Daughter Meg, son Wade and I had looked forward to spending the weekend walking all over the campus, visiting the places that meant so much to my dad, Wade Sullivan, when he was a student and football player there in the early 1920s. There was an immediate hitch in our plans when Wade (named for his grandfather – but I suppose you already figured that out, dear Diary} showed up hobbling with a cane on a sprained ankle.
We drove to the campus, parked and then sat on a bench wondering where we could find a magic carpet to transport us. Well, we found something better than a magic carpet. On football weekends, a group of retirees, mostly ND alums, drive golf carts around to ferry non-walkers from place to place on campus.

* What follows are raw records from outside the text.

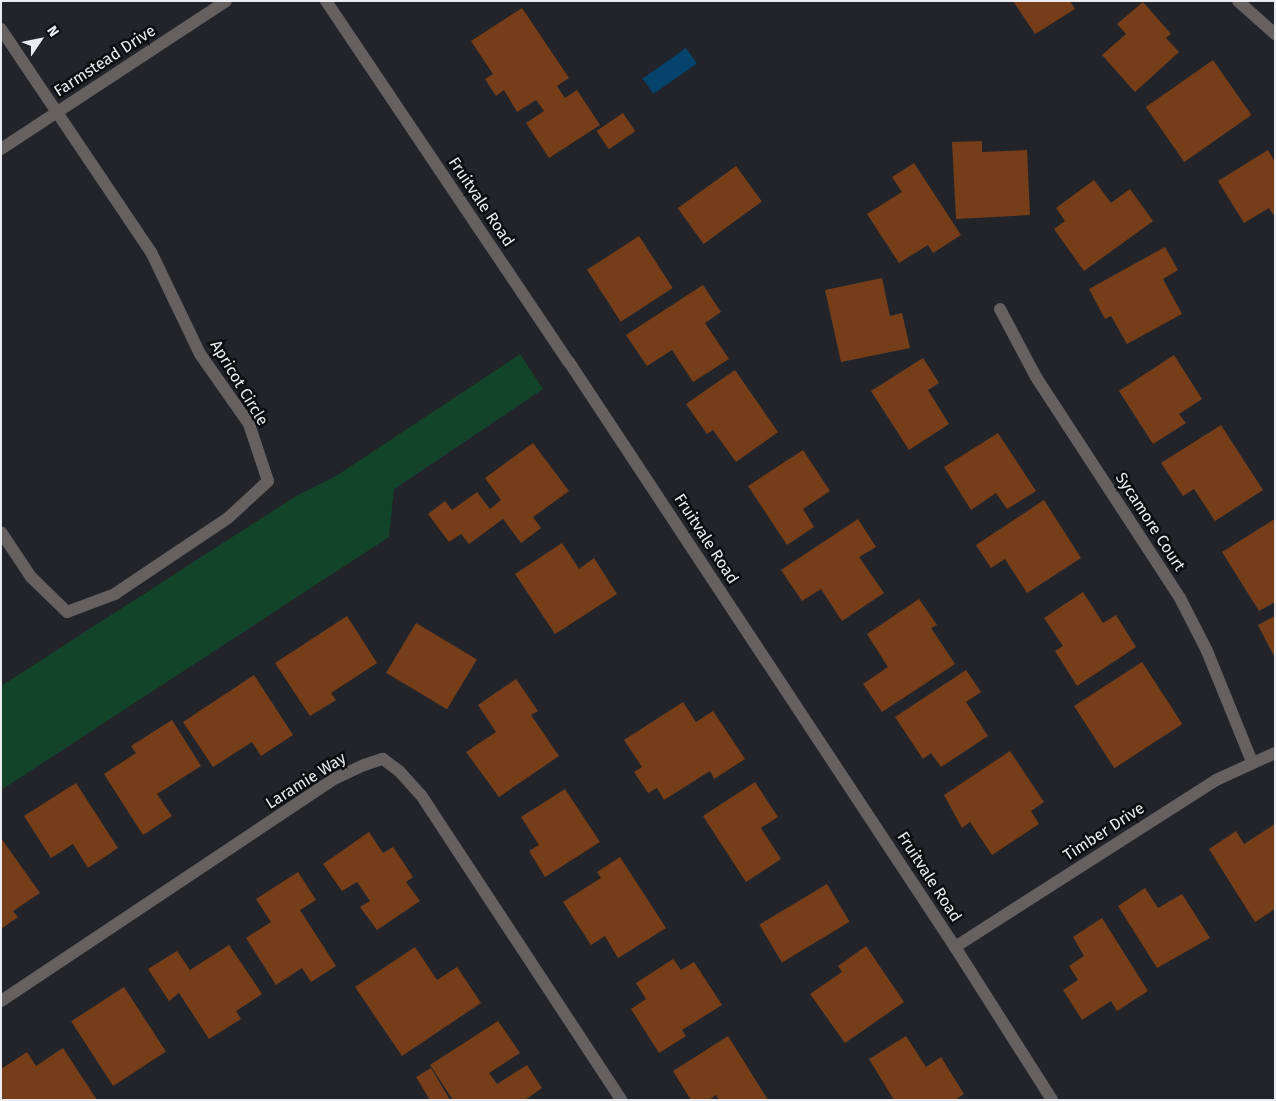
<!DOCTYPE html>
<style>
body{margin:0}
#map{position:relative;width:1276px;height:1101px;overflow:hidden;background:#22242a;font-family:"Fira Sans",sans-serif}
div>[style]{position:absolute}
.green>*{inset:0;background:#124429}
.water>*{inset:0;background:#05426c;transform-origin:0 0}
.building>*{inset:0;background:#753e19;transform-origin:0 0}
.minor>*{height:12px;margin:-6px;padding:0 6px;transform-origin:6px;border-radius:6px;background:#656161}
.tertiary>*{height:12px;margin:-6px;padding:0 6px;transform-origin:6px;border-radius:6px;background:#656161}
span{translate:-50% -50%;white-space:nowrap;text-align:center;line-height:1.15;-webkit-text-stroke:5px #0d0e10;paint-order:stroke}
.street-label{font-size:16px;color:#ebecf0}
.frame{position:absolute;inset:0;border:2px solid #ebecf0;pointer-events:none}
.north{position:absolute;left:15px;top:15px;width:50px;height:50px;-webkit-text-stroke:4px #0d0e10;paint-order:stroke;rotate:56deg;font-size:14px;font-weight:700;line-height:20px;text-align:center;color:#ebecf0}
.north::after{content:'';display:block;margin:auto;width:18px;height:22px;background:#ebecf0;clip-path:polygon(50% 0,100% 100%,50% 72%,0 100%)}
</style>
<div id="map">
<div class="green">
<div style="clip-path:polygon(520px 354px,543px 389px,394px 489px,389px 537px,1px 790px,1px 686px,296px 496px,336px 476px)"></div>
</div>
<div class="water">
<div style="left:686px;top:48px;width:19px;height:53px;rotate:55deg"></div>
</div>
<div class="building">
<div style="clip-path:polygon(1013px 1px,1070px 1px,1075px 9px,1035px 34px)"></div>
<div style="clip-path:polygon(1143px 2px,1171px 34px,1166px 38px,1179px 52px,1135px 92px,1102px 55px,1126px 34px,1117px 24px)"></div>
<div style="clip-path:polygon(522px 8px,569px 78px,557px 86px,565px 98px,577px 90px,600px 125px,549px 158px,526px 123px,544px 111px,536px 100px,517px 112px,504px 90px,496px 96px,485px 79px,493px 74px,471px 41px)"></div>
<div style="left:1213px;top:60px;width:67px;height:82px;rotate:55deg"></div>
<div style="left:623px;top:113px;width:22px;height:32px;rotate:56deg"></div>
<div style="clip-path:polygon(982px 141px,982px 152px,1027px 150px,1030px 215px,956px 219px,952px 142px)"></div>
<div style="clip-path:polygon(1268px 150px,1275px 162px,1275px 217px,1269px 208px,1244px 223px,1218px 181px)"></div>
<div style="clip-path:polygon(914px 163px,961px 235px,933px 253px,928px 245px,899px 263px,867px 214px,902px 192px,892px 177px)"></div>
<div style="left:736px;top:166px;width:44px;height:72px;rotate:54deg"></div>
<div style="clip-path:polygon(1094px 180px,1111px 203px,1130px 189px,1153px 221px,1084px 271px,1054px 229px,1065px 221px,1056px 208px)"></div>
<div style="left:639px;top:236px;width:62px;height:62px;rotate:57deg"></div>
<div style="clip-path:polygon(1165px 247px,1178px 270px,1163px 279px,1182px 314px,1127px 344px,1111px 316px,1105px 319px,1089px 289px)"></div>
<div style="clip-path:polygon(882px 278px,890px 316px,902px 313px,910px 348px,841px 362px,825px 290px)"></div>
<div style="clip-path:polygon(703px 285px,721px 312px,705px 323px,729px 359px,693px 382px,672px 350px,647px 366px,626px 335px)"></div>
<div style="clip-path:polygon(1174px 355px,1202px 399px,1179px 414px,1186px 423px,1153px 444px,1119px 391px)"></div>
<div style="clip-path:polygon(923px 358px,939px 383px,928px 390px,949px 424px,909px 450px,871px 391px)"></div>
<div style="clip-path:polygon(735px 370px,778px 432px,736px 462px,713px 430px,707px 434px,686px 404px)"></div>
<div style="clip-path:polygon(1221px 425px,1263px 490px,1215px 521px,1194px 489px,1183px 496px,1161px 463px)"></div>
<div style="clip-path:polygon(998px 433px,1036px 491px,1007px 509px,996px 493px,971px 510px,944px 467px)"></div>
<div style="clip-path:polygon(533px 443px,569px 491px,533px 517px,541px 528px,521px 543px,503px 519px,469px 544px,461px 534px,449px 542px,428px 514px,445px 501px,452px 510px,477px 492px,490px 509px,501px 500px,485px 478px)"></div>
<div style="clip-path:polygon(803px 450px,830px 491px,803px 509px,814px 527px,787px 545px,748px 486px)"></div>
<div style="clip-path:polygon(1044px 500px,1081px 558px,1027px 593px,1005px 559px,991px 568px,976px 545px)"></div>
<div style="clip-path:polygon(858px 519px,876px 547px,859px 557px,884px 593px,842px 621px,821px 589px,802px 601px,781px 570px)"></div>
<div style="clip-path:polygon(1275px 519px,1275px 602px,1259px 611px,1222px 552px)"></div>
<div style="clip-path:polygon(562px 543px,579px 569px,594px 558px,617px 594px,555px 634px,515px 574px)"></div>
<div style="clip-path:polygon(1083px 592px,1103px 623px,1116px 615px,1136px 647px,1077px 686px,1055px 651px,1063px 646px,1044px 618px)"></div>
<div style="clip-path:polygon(919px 599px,937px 625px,931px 628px,955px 664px,882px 712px,863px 684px,888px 667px,867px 634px)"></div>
<div style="clip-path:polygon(347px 616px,377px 663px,331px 693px,336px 700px,310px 716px,275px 663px)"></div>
<div style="clip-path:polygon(1275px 616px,1275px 658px,1258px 625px)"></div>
<div style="left:416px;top:623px;width:71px;height:58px;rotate:31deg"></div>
<div style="left:1142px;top:662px;width:74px;height:81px;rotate:57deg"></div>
<div style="clip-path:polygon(966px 670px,981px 692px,966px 702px,988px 736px,941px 767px,931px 753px,923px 759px,895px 717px)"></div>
<div style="clip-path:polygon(254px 675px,293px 735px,261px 756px,252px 742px,213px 767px,183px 722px)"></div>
<div style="clip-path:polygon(516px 679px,538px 711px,531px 715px,559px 756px,499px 797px,466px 752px,496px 732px,478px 705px)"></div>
<div style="clip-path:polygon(683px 702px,696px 722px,713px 711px,745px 759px,714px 779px,710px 771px,664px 800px,657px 788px,648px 793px,634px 772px,642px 767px,624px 740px)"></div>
<div style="clip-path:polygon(172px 720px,201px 766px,157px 794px,172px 816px,143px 835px,104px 774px,136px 753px,131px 746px)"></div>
<div style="clip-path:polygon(1010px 751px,1044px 802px,1031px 811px,1039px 824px,992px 855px,970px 822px,962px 828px,944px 795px)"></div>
<div style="clip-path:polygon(755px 782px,778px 817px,761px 828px,781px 859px,746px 882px,703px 816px)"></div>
<div style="clip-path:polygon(76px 783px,118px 848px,88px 868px,73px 844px,51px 858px,24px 816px)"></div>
<div style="clip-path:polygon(565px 789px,600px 842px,545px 877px,529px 851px,539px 845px,521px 817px)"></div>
<div style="clip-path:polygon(1275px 824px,1275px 909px,1255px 922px,1209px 849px,1236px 831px,1244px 844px)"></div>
<div style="clip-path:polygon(369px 832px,383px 853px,393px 847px,413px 877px,406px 882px,420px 901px,377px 930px,360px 907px,370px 901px,357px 882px,342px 891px,323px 864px)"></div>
<div style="clip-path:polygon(1px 838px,40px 893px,13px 911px,18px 917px,1px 929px)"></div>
<div style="clip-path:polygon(620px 857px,666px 928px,618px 958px,605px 936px,591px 945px,563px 902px,601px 878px,597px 872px)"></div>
<div style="clip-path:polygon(298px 872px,316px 900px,300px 910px,336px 966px,311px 982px,302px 968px,276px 985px,246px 938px,271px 922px,256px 899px)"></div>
<div style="left:827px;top:884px;width:44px;height:79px;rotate:59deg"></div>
<div style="clip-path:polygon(1145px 888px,1158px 908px,1182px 894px,1210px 938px,1157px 968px,1118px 906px)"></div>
<div style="clip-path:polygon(1102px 918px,1148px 991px,1117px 1011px,1111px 1001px,1082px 1020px,1063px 990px,1078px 980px,1069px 966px,1084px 956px,1073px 937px)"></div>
<div style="clip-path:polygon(229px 945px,262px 994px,236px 1011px,241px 1019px,209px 1039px,179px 993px,169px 1001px,148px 969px,177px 951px,190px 970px)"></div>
<div style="clip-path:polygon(866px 946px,904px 1002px,845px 1043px,810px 994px,842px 972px,838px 966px)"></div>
<div style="clip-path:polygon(415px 947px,437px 980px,457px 967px,481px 1003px,402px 1056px,355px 987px)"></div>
<div style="clip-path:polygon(673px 959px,681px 970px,694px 962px,722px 1005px,682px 1030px,686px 1036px,659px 1053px,631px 1009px,646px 999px,636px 983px)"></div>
<div style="left:124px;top:987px;width:77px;height:63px;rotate:57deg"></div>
<div style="clip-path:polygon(498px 1021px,520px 1053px,489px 1073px,497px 1084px,527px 1065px,542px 1088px,525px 1100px,453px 1100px,430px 1065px)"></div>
<div style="clip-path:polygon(728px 1036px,768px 1100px,719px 1100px,716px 1095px,709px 1100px,691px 1100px,673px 1071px)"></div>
<div style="clip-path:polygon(906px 1036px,926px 1067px,941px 1057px,964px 1094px,955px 1100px,894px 1100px,869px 1059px)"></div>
<div style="clip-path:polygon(63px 1048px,97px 1100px,4px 1100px,1px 1095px,1px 1069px,27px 1052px,36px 1066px)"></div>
<div style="clip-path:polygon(431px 1068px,450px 1100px,430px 1100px,416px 1077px)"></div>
</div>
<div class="minor">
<div style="left:1238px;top:1px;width:50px;rotate:41.7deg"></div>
<div style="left:1px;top:29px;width:269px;rotate:56.1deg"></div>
<div style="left:151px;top:252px;width:113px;rotate:64.3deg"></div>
<div style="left:200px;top:354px;width:85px;rotate:55deg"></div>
<div style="left:249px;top:424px;width:60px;rotate:71.6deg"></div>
<div style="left:268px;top:481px;width:54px;rotate:137.2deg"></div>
<div style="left:228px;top:518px;width:136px;rotate:146.1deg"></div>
<div style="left:115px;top:594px;width:51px;rotate:159.4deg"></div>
<div style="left:67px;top:612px;width:50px;rotate:-135.8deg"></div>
<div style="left:31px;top:577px;width:54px;rotate:-123.7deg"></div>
<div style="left:1px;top:149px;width:269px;rotate:-33.3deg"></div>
<div style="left:1000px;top:309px;width:77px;rotate:62.1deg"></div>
<div style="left:1036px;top:377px;width:264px;rotate:56.9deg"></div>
<div style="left:1180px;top:598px;width:59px;rotate:63deg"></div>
<div style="left:1207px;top:651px;width:120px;rotate:67.9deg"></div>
<div style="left:955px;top:947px;width:310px;rotate:-32.6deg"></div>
<div style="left:1216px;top:780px;width:65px;rotate:-24.6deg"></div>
<div style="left:1px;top:1001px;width:402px;rotate:-33.7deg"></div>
<div style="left:336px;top:778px;width:31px;rotate:-25deg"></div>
<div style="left:364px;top:765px;width:20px;rotate:-18deg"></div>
<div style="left:383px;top:759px;width:21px;rotate:37deg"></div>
<div style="left:400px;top:772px;width:31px;rotate:48deg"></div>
<div style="left:421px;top:795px;width:365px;rotate:56.7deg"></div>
</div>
<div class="tertiary">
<div style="left:326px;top:1px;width:435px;rotate:56.1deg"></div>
<div style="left:569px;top:362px;width:701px;rotate:56.58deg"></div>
<div style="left:955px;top:947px;width:181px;rotate:57.6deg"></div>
</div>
<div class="street-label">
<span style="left:105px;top:61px;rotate:-33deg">Farmstead Drive</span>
<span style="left:481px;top:202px;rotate:56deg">Fruitvale Road</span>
<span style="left:239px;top:383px;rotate:59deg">Apricot Circle</span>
<span style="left:1150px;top:522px;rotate:57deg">Sycamore Court</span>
<span style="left:706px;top:539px;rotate:57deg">Fruitvale Road</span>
<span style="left:306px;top:781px;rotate:-32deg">Laramie Way</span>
<span style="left:1104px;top:832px;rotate:-33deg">Timber Drive</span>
<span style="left:929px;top:877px;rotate:57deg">Fruitvale Road</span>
</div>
<div class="frame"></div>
<div class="north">N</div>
</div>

I spotted one of the golf carts (they were few and far between) and hailed it. (Meg says I leaped over several bystanders to get it, but she exaggerates. I’m pretty sure.) Our driver, Fred, was intrigued that I was the daughter of a Rockne-coached player and so he drove us all around the campus to the spots we wanted to see.
We lit candles at the beautiful Grotto that my dad loved so much, then stopped at Sorin Hall, where he had lived. Meg and I even sneaked inside and found the room I’m sure he had – it was a corner room on the first floor with a window that, when my dad lived there, he and his pals used to crawl through when they missed curfew.
Then it was on to the pep rally, which was held outdoors with the coaches, team, and cheerleaders on a big bandstand. The area just in front of the bandstand was roped off for VIPs who had passes dangling around their necks. We didn’t have passes, but Meg charmed one of the ushers with tales of her grandfather’s years playing for Knute Rockne and so we were allowed into the front row.
I even caught one of the souvenir footballs the team tossed into the crowd. Okay, I didn’t really catch it. The guy behind me did, but Meg told him it was my birthday and my dad played for Rockne and – voilá! – he gave me the ball.
On to game day, Saturday, and once again, a golf cart appeared just when we needed it to get to the stadium. Notre Dame won handily. Immediately after the game, win or lose, the team gathers in a corner of the field and sings the haunting, “Notre Dame Our Mother.” I always get teary-eyed at that, and even more so that day, hearing it in person.
Following the game, I walked across campus to the beautiful Basilica for Mass. And there appeared the final proof that either God or my dad, or probably both, were orchestrating our entire weekend. The entrance hymn was Beethoven’s Ode to Joy, my favorite hymn, one I consider my very own.
And this concludes, Dear Diary, the story of my magical, heavenly Notre Dame weekend.